I was cranky Saturday. Our plans to spend a rare three-day weekend at our cabin with our kids fell apart. Work for me and social obligations for our son and daughter carved big holes into our mini-reunion, and I resented the heck out of it. We all managed to be there together there for a day, but the only full-weekend resident was my wife.
I’m a freelance photographer and video shooter. That means when there’s work, I gotta work, like it or not. So despite my grumbling, I trudged downtown Saturday afternoon to shoot stills of a dance competition. I only get paid if the participants want the images, but I’d promised a friend that I’d do it. No one said I had to like it; I just had to live up to my obligation to be there.

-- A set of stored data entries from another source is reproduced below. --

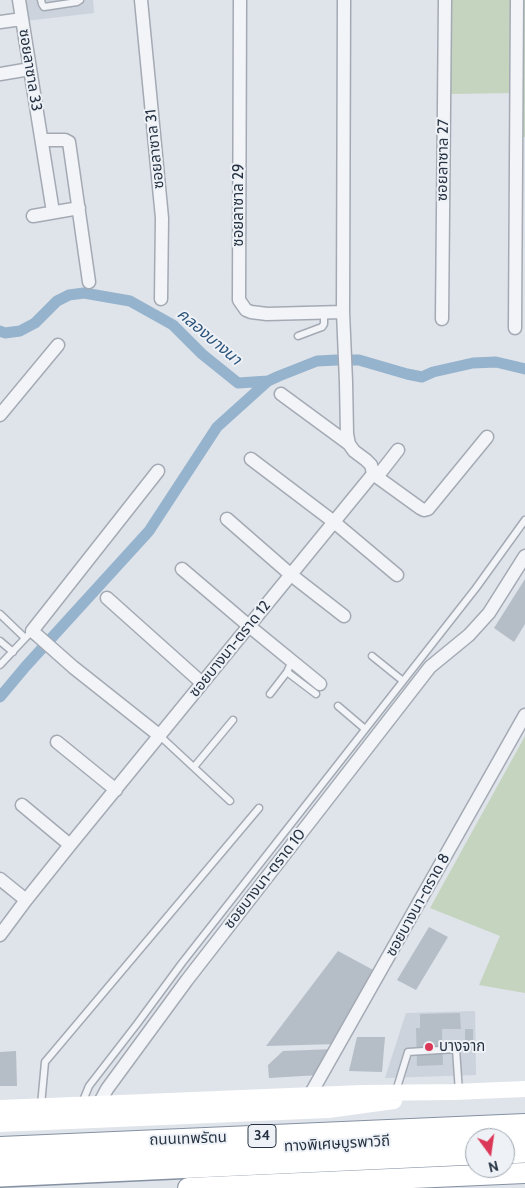 <!DOCTYPE html>
<meta charset="utf-8">
<style>
body{margin:0}
#map{position:relative;width:525px;height:1188px;overflow:hidden;background:#dfe3ea;font-family:Cabin,sans-serif}
canvas{display:block}
.north{position:absolute;left:465px;top:1128px;width:50px;height:50px;box-sizing:border-box;background:#eef2f7;border:1px solid #9ea5af;border-radius:50%;rotate:166deg;font-size:14px;font-weight:700;line-height:20px;text-align:center;color:#263242}
.north::after{content:'';display:block;margin:auto;width:18px;height:22px;background:#db3757;clip-path:polygon(50% 0,100% 100%,50% 72%,0 100%)}
</style>
<div id="map">
<canvas width="525" height="1188"></canvas>
<div class="north">N</div>
</div>
<script>
const ctx = document.querySelector('canvas').getContext('2d');
ctx.lineJoin = 'round';
function fill(path, color) {
  ctx.fillStyle = color;
  ctx.fill(path, 'evenodd');
}
function shape(rows) {
  const path = new Path2D();
  for (const r of rows) {
    path.moveTo(r[0], r[1]);
    for (let i = 2; i < r.length; i += 2) path.lineTo(r[i], r[i + 1]);
  }
  return path;
}
function trace(path, color, width, dash) {
  ctx.strokeStyle = color;
  ctx.lineWidth = width;
  ctx.lineCap = dash ? 'butt' : 'round';
  ctx.setLineDash(dash || []);
  ctx.stroke(path);
}
function write(font, color, halo, rows, align = 'center') {
  ctx.font = font + ' Cabin,"Noto Sans Thai",sans-serif';
  ctx.lineWidth = 4;
  ctx.setLineDash([]);
  ctx.textBaseline = 'middle';
  ctx.strokeStyle = halo;
  ctx.fillStyle = color;
  for (const [text, x, y, turn = 0] of rows) {
    ctx.save();
    ctx.translate(x, y);
    ctx.rotate((+turn || 0) * Math.PI / 180);
    ctx.textAlign = isNaN(turn) ? turn : align;
    if (halo) ctx.strokeText(text, 0, 0);
    ctx.fillText(text, 0, 0);
    ctx.restore();
  }
}
fill(shape([
 [23,0,93,0,94,13,25,21],
 [475,1011,476,1075,385,1078,406,1013]
]), '#ccd3dc');
fill(shape([
 [451,0,514,0,512,93,450,94],
 [523,0,525,0,525,137,521,137],
 [525,736,525,993,479,985,500,936,430,908]
]), '#c5d4bf');
trace(shape([
 [0,331,5,333,20,331,35,323,57,301,69,295,84,293,130,301,173,325,202,354,238,383,268,381,279,376,317,361,337,360,359,360,407,374,422,377,433,372,473,363,496,362,525,369],
 [0,697,26,666,149,531,217,427,268,381]
]), '#96b3cd', 11);
fill(shape([
 [525,579,525,624,514,642,494,628],
 [429,927,448,937,416,990,397,980],
 [338,951,375,971,336,1044,266,1046],
 [460,1013,461,1029,442,1029,443,1065,417,1066,416,1028,420,1028,420,1014],
 [465,1029,473,1029,473,1050,465,1050],
 [357,1037,385,1037,382,1072,349,1071],
 [334,1049,319,1075,269,1078,268,1065,283,1051],
 [16,1051,17,1086,0,1086,0,1052]
]), '#b5bdc7');
const service = shape([
 [41,0,42,4,44,7,77,2,80,0],
 [298,336,322,327,324,324,324,312],
 [0,614,25,638],
 [0,641,13,652],
 [372,656,403,681],
 [0,665,32,631],
 [287,672,316,694],
 [270,694,287,672,292,661],
 [338,706,365,729],
 [160,736,230,801],
 [194,767,233,720],
 [396,1091,408,1052,456,1049,459,1092],
 [82,1103,89,1086,137,1024,182,963,476,588,525,520],
 [41,1105,45,1062,259,808]
]);
const minor = shape([
 [19,0,53,212],
 [141,0,162,218,161,299],
 [240,0,239,300,246,310,251,312,267,314,343,312],
 [0,22,22,19],
 [0,74,30,69],
 [42,140,65,140,69,142,89,282],
 [33,216,79,208],
 [442,319,445,0],
 [515,328,517,0],
 [281,394,349,444],
 [0,415,58,345],
 [251,459,334,522,397,575],
 [158,471,32,631,38,636,73,667,160,736],
 [373,474,420,508,424,510,428,509,487,437],
 [377,477,398,450],
 [227,519,290,574,344,616],
 [182,569,249,626,320,684],
 [107,598,202,683],
 [57,742,116,790],
 [22,805,70,845],
 [0,879,26,900],
 [0,935,26,900,70,845,373,474,372,469,371,465,366,460,354,451,349,444,347,434,346,382,343,312,344,0],
 [310,1095,525,715],
 [99,1104,107,1089,187,980,430,667,469,635,489,613,525,556]
]);
const trunk = shape([
 [0,1147,525,1124],
 [188,1188,525,1173]
]);
const motorway = shape([
 [505,1153,525,1152],
 [0,1160,525,1135],
 [0,1176,475,1154]
]);
trace(service, '#a4aab4', 9);
trace(minor, '#a4aab4', 15);
trace(trunk, '#8591a2', 22);
trace(motorway, '#8591a2', 24);
trace(service, '#f2f4f7', 6);
trace(minor, '#f2f4f7', 12);
trace(shape([
 [0,1108,362,1093,454,1092,525,1089],
 [0,1124,328,1110,394,1101]
]), '#fff', 16);
trace(trunk, '#fff', 20);
trace(motorway, '#fff', 21);
for (const [x, y, r, color] of [
 [429,1047,5,"#db3757"]
]) {
  const dot = new Path2D();
  dot.arc(x, y, r, 0, 2 * Math.PI);
  ctx.fillStyle = color;
  ctx.fill(dot);
  trace(dot, '#eef2f7', 2);
}
for (const [x, y, w] of [
 [262,1136,28]
]) {
  const box = new Path2D();
  box.roundRect(x - w / 2, y - 11.5, w, 23, 4);
  ctx.fillStyle = '#eef2f7';
  ctx.fill(box);
  trace(box, '#263242', 1);
}
write('bold 14px', '#263242', null, [
 ["34",262,1136]
]);
write('15px', '#263242', '#eef2f7', [
 ["ซอยลาซาล 33",30,70,81],
 ["ซอยลาซาล 31",155,149,-96],
 ["ซอยลาซาล 27",443,160,-89],
 ["ซอยลาซาล 29",239,205,-90],
 ["ซอยบางนา-ตราด 12",230,649,-51],
 ["ซอยบางนา-ตราด 10",265,879,-52],
 ["ซอยบางนา-ตราด 8",418,905,-61],
 ["ถนนเทพรัตน",188,1139,-2],
 ["ทางพิเศษบูรพาวิถี",337,1144,-3]
]);
write('15px', '#263242', '#eef2f7', [
 ["บางจาก",439,1047]
], 'left');
write('italic 16px', '#2c537a', '#eef2f7', [
 ["คลองบางนา",209,337,40]
]);
</script>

During a break between sessions, I had time to grab a sandwich for dinner. As I walked back toward the ballroom, I noticed a wallet lying in the dirt next to the sidewalk. Fanned out above it were some credit cards, discount cards, and a driver’s license. My first instinct was to leave it; it probably fell out of the car when someone parked there, and the owner would surely return soon to retrieve it. But I asked myself, what if they don’t know that it’s gone? What if someone with less than honest intentions passed by and spied all those credit cards, and a social security card to boot? I decided to take it.

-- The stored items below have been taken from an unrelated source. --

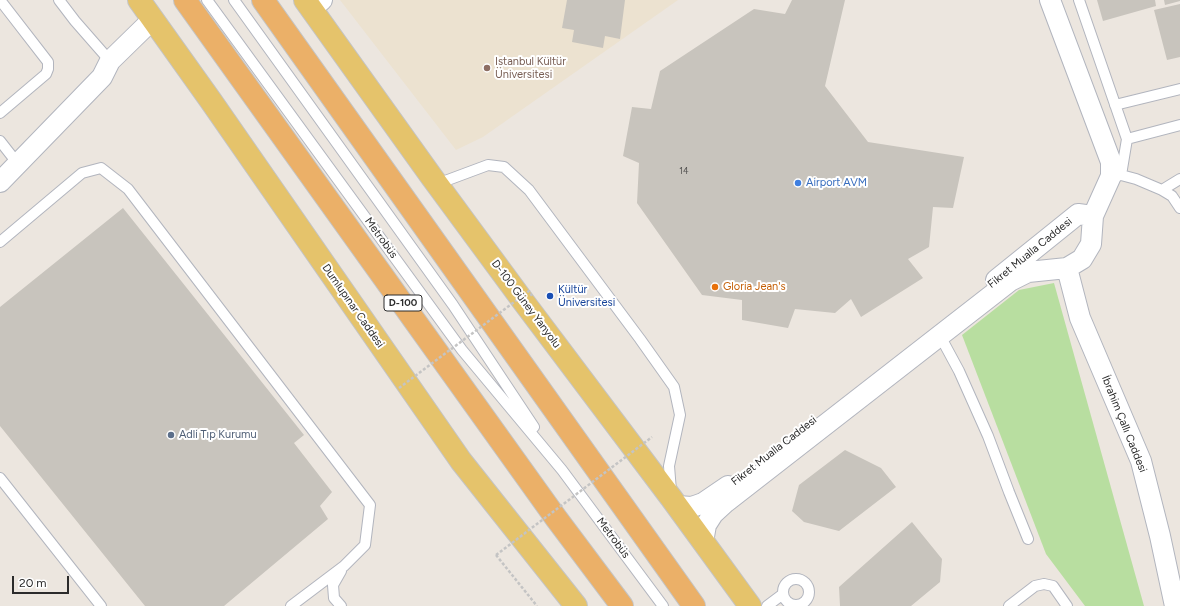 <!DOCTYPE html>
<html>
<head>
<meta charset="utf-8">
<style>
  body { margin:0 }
  #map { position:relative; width:1180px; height:606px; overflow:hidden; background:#ece6df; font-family:Figtree,sans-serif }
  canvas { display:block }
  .scale { position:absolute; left:12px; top:576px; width:57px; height:18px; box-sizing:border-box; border:2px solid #2b2b2b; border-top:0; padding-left:5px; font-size:12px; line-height:14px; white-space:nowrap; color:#2b2b2b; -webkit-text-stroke:3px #fff; paint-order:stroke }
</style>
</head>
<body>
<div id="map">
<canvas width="1180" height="606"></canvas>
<div class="scale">20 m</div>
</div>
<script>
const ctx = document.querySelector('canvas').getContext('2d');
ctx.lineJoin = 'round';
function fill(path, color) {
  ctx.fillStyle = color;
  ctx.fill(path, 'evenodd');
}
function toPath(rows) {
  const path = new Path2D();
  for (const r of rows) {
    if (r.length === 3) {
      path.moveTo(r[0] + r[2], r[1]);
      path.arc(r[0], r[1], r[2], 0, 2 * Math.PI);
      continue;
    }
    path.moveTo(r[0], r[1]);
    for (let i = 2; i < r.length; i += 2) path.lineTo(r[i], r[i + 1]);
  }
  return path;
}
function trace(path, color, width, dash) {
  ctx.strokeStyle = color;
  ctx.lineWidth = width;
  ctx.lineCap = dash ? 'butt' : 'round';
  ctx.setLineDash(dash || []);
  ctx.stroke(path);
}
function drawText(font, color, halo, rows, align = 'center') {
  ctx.font = font + ' Figtree,sans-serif';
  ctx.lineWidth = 4;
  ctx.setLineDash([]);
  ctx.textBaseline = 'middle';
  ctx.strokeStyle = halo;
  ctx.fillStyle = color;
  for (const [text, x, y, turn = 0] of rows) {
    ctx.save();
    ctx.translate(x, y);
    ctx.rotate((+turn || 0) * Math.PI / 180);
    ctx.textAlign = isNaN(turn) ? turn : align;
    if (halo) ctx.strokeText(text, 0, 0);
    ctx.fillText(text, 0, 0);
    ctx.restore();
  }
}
fill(toPath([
  [340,0,678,0,483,137,456,150]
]), '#ece2d0');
fill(toPath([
  [1054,283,1144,606,1085,606,1046,554,962,335,1019,290]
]), '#b8dea0');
fill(toPath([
  [567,0,625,0,620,39,605,36,603,48,572,42,574,30,562,28],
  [792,0,845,0,825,86,868,142,964,157,953,208,933,207,929,247,908,259,923,278,861,317,851,299,835,313,795,309,788,328,742,320,742,300,702,295,637,203,639,163,623,156,632,107,651,109,660,71,754,9,785,14],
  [1097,0,1155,0,1156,6,1103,21],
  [1164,0,1180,0,1180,1,1165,5],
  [1180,4,1180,57,1167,60,1154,10],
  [123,208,304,435,294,443,332,492,320,506,328,519,224,606,145,606,0,426,0,307],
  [845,450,881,468,896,487,839,531,804,522,792,511,799,485],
  [912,522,942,559,940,582,911,606,840,606,839,587]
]), '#c8c4bd');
const service = toPath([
  [0,0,48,62,48,69,46,74,0,113],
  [59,0,75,21,110,61],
  [207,0,462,350,562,470,663,606],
  [234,0,453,305,534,427],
  [1079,0,1127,139,1121,175],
  [1115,105,1180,89],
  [1127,139,1180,125],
  [0,141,18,164],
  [1115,176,1121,175,1136,179,1162,190,1172,196,1180,208],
  [437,184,488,165,504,167,529,190,640,339,674,387,680,415,669,466,671,491],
  [1162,190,1180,179],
  [0,242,82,173,101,168,128,189,370,505,365,545,344,566,291,606],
  [939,334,959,371,988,436,1009,492,1028,539],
  [0,478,101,606],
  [341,571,333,585,334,598,341,606],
  [796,592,13],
  [767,606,783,594],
  [1009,606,1035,586,1044,584,1053,586,1067,606]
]);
const minor = toPath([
  [311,9,322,0],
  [0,182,102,77,110,61,153,19],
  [1067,268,1080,318,1141,461,1160,536,1175,606],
  [996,280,1078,214,1093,216],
  [677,506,692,507,703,503,728,486],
  [703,542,706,525,713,514,726,502,1010,281,1028,272,1067,268,1082,259,1091,244,1093,216,1111,176,1111,162,1050,0]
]);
const primary = toPath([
  [139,0,211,101,461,461,576,606],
  [305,0,431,176,523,301,672,499,750,606]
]);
const trunk = toPath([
  [185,0,556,518,622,606],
  [263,0,694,606]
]);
trace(service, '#b2b5be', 12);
trace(minor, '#b2b5be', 22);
trace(primary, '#c4c4c4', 24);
trace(trunk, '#c4c4c4', 24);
trace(toPath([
  [496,555,537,606]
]), '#c4c4c4', 2.5, [3, 2]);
trace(service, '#fff', 10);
trace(minor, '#fff', 20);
trace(primary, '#e5c36b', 22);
trace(trunk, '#ebb068', 22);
trace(toPath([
  [399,388,529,291,532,296],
  [496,555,652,437]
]), '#c4c4c4', 2.5, [3, 2]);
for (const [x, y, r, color] of [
  [487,68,4,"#8d6e63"],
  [798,183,4,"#3f7fe0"],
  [715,287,4,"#e8710a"],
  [550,296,4,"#1a4fb4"],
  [171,435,4,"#5c6f8a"]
]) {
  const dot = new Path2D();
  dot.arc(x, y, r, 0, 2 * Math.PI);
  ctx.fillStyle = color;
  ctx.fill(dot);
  trace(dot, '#fff', 1.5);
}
drawText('9px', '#525150', null, [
  ["14",684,171]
]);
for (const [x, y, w] of [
  [403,303,38]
]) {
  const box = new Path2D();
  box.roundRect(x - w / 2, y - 8, w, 16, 3);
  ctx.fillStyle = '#fff';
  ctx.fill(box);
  trace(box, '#2b2b2b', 1);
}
drawText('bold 10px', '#2b2b2b', null, [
  ["D-100",403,303]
]);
drawText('11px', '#785e54', '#fff', [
  ["Istanbul Kültür",495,62],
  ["Üniversitesi",495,75]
], 'left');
drawText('11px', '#366cbe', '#fff', [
  ["Airport AVM",806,183]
], 'left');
drawText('11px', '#2b2b2b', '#fff', [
  ["Metrobüs",381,238,54],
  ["Fikret Mualla Caddesi",1030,253,-39],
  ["D-100 Güney Yanyolu",526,304,53],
  ["Dumlupınar Caddesi",353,306,55],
  ["İbrahim Çallı Caddesi",1124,424,68],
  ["Fikret Mualla Caddesi",774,451,-38],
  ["Metrobüs",613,538,53]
]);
drawText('11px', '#c56008', '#fff', [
  ["Gloria Jean's",723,287]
], 'left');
drawText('11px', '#164399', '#fff', [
  ["Kültür",558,290],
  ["Üniversitesi",558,303]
], 'left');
drawText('11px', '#4e5e75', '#fff', [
  ["Adli Tıp Kurumu",179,435]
], 'left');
</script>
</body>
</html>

Scooping up the wallet I stuffed the cards back inside. All the cash was gone. I examined the name on the cards and license; they all matched. A mid-twenties married woman from Washington State was the owner. The license had her address, but no phone number. I wasn’t about to mail it. That would take too long. How could I possibly get in touch with this person quickly?
Her car insurance card had a toll-free number. I called it and explained the situation to the customer service rep. She dialed her customer, and in turn, the customer dialed me. Within an hour the wallet was safely back in her hands. It seems it was stolen in a city park the day before. She was elated, and I felt pretty good about it too. After she left, I began to think about the circumstances that led up to me finding the wallet. I had been cranky. I didn’t want to cover the event. I almost begged off, but I just couldn’t bring myself to do it.

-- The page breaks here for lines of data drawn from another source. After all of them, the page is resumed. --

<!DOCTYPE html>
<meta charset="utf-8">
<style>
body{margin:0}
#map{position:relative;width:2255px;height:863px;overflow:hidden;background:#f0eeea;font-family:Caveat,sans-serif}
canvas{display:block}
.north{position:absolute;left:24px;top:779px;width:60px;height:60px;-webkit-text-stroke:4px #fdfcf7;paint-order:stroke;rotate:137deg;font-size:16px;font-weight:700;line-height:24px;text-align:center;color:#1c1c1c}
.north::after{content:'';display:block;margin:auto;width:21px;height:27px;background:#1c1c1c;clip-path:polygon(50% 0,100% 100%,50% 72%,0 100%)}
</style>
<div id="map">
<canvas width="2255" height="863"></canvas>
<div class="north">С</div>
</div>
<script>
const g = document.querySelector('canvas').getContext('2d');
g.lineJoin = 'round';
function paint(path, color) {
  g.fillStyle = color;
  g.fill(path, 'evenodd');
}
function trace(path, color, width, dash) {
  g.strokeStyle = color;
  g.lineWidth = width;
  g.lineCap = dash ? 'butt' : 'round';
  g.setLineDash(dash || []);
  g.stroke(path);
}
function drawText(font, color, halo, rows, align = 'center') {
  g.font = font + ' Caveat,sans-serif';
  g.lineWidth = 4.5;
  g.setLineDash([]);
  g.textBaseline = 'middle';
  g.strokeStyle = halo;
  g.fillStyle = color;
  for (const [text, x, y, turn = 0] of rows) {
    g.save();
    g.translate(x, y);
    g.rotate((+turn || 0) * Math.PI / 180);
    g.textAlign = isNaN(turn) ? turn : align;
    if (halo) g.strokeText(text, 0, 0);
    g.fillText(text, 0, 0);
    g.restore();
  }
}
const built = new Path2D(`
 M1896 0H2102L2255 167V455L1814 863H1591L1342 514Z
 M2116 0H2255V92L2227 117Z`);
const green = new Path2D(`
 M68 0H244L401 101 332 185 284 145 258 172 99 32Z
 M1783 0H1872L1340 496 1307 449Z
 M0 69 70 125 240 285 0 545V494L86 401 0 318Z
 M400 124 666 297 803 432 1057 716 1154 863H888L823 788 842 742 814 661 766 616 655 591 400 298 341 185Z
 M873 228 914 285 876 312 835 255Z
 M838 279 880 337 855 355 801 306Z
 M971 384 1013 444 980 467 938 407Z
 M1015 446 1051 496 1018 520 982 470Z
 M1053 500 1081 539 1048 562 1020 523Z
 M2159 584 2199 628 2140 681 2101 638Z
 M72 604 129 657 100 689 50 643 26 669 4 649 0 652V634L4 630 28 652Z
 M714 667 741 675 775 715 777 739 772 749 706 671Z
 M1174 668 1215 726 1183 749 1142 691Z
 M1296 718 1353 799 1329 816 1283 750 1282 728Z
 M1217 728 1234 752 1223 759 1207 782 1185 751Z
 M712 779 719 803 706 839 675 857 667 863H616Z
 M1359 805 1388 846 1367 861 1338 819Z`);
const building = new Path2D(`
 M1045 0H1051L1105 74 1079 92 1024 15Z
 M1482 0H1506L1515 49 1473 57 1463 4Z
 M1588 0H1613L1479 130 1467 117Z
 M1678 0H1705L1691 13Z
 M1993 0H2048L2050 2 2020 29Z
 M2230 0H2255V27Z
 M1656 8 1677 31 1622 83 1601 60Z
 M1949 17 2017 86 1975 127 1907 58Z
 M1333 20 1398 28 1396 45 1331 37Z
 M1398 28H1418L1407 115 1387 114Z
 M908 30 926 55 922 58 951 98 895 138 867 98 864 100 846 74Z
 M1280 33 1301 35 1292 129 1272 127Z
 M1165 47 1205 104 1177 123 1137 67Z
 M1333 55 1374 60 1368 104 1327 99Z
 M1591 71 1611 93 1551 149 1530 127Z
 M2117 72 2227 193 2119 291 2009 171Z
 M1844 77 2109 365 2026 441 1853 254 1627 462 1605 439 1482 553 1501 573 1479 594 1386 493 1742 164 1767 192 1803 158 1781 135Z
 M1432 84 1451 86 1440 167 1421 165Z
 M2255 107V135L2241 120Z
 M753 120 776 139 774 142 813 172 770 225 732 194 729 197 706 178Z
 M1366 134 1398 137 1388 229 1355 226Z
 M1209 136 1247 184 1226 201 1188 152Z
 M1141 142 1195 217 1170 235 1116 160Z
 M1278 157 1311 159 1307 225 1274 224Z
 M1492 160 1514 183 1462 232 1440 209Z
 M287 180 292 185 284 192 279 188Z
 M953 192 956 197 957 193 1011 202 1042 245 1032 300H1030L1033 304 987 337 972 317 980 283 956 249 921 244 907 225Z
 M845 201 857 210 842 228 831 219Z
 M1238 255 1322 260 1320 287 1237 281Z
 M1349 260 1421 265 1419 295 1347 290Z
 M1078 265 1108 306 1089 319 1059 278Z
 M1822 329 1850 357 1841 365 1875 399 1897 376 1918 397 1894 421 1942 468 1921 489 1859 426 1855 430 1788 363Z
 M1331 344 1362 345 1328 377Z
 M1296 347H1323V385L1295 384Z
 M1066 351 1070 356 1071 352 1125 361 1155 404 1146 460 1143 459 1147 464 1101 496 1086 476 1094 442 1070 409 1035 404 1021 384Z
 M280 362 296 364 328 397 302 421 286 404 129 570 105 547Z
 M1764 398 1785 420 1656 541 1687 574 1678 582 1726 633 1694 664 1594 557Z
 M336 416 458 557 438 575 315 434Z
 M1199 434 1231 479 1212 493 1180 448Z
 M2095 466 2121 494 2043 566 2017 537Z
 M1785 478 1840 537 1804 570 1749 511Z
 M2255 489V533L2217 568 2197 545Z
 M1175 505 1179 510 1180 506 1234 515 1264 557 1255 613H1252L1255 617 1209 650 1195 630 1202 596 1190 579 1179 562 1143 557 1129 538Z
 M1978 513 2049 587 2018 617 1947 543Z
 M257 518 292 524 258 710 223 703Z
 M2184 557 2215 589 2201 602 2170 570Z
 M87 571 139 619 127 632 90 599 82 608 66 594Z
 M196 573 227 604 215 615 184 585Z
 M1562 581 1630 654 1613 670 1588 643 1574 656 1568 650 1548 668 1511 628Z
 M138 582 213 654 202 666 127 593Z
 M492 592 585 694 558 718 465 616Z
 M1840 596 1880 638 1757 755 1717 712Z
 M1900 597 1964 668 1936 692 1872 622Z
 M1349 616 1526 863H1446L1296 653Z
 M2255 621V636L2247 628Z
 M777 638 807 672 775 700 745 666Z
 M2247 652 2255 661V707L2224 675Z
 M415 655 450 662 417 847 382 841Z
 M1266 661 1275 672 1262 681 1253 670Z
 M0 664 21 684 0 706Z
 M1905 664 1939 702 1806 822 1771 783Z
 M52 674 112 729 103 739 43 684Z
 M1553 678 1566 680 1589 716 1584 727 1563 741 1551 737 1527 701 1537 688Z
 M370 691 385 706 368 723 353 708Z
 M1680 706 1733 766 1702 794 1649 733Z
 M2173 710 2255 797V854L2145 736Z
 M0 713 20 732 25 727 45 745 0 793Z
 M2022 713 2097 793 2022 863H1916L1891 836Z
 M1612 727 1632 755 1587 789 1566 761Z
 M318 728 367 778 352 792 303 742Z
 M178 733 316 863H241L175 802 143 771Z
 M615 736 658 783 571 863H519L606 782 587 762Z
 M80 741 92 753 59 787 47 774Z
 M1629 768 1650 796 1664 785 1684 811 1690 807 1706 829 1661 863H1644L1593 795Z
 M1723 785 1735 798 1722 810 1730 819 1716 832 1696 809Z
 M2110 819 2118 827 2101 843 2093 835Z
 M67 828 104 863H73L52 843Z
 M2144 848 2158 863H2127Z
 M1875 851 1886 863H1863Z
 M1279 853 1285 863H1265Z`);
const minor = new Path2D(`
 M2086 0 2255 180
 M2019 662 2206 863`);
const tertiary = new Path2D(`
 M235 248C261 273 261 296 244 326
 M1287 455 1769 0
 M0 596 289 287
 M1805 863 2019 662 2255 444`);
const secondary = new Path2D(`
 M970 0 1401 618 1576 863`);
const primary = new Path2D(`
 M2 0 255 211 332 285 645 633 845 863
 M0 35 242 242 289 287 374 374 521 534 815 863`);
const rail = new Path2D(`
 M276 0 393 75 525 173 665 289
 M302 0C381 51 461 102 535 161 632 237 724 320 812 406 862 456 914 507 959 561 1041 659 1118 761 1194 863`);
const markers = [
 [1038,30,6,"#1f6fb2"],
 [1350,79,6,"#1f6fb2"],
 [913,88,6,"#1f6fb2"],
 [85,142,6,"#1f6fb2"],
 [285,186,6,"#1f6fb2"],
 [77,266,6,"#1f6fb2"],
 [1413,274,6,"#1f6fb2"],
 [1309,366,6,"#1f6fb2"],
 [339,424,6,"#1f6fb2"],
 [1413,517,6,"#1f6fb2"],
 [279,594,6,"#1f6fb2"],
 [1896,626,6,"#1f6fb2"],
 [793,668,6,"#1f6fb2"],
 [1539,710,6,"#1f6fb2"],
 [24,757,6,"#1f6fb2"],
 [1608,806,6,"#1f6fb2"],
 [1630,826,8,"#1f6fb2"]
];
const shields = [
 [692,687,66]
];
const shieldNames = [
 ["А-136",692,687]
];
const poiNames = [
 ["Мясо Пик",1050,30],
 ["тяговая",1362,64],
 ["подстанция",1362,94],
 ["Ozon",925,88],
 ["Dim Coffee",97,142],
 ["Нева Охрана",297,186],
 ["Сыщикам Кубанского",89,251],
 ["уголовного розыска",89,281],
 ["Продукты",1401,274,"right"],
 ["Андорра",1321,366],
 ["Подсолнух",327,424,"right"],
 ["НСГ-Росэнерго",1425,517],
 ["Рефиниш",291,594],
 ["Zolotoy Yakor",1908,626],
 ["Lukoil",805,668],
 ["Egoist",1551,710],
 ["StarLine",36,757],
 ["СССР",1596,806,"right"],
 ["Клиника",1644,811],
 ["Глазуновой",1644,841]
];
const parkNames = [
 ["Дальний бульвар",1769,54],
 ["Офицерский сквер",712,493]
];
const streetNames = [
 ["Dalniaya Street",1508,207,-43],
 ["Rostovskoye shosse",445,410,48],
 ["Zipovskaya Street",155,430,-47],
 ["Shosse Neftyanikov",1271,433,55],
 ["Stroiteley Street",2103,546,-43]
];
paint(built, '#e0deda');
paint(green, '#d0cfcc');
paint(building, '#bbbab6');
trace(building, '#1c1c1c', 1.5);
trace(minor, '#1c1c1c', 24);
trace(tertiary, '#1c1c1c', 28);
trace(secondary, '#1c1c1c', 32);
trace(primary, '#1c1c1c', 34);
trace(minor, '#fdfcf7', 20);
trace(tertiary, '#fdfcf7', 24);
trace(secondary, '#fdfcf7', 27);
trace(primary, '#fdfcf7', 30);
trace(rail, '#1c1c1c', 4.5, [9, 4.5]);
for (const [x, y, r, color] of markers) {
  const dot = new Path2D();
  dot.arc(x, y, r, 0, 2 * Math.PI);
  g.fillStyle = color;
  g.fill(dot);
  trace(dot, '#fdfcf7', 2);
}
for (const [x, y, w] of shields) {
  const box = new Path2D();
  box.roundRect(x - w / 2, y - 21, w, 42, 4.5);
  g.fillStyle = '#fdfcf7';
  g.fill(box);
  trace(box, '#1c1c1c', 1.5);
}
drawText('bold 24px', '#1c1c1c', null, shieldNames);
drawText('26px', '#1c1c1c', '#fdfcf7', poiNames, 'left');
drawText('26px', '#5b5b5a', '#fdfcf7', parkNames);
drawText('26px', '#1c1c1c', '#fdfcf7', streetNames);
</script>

It dawned on me that God wanted me there. It had little or nothing to do with taking dance pictures. It had nothing to do with me picking up a couple of extra bucks working on a Saturday It had everything to do with me being His conduit for a minor miracle. He knew she needed that wallet back, and I got the assignment. Whether or not I make a dime from the photo shoot, I’m glad I followed through on my commitment.
The lesson for me was, too often I harbor the belief that I “know” why I shouldn’t go somewhere. It won’t do me any good. What do I get out of it? Why should I go? I can spend my time better elsewhere...at least that’s what I think. Much like Jonah, I haven’t a clue what is best or why I should step out even when I don’t want to. Blessedly, my loving Father knows better. When I choose to pay more attention to Him than to myself, the result is always good, and always what’s really best for me.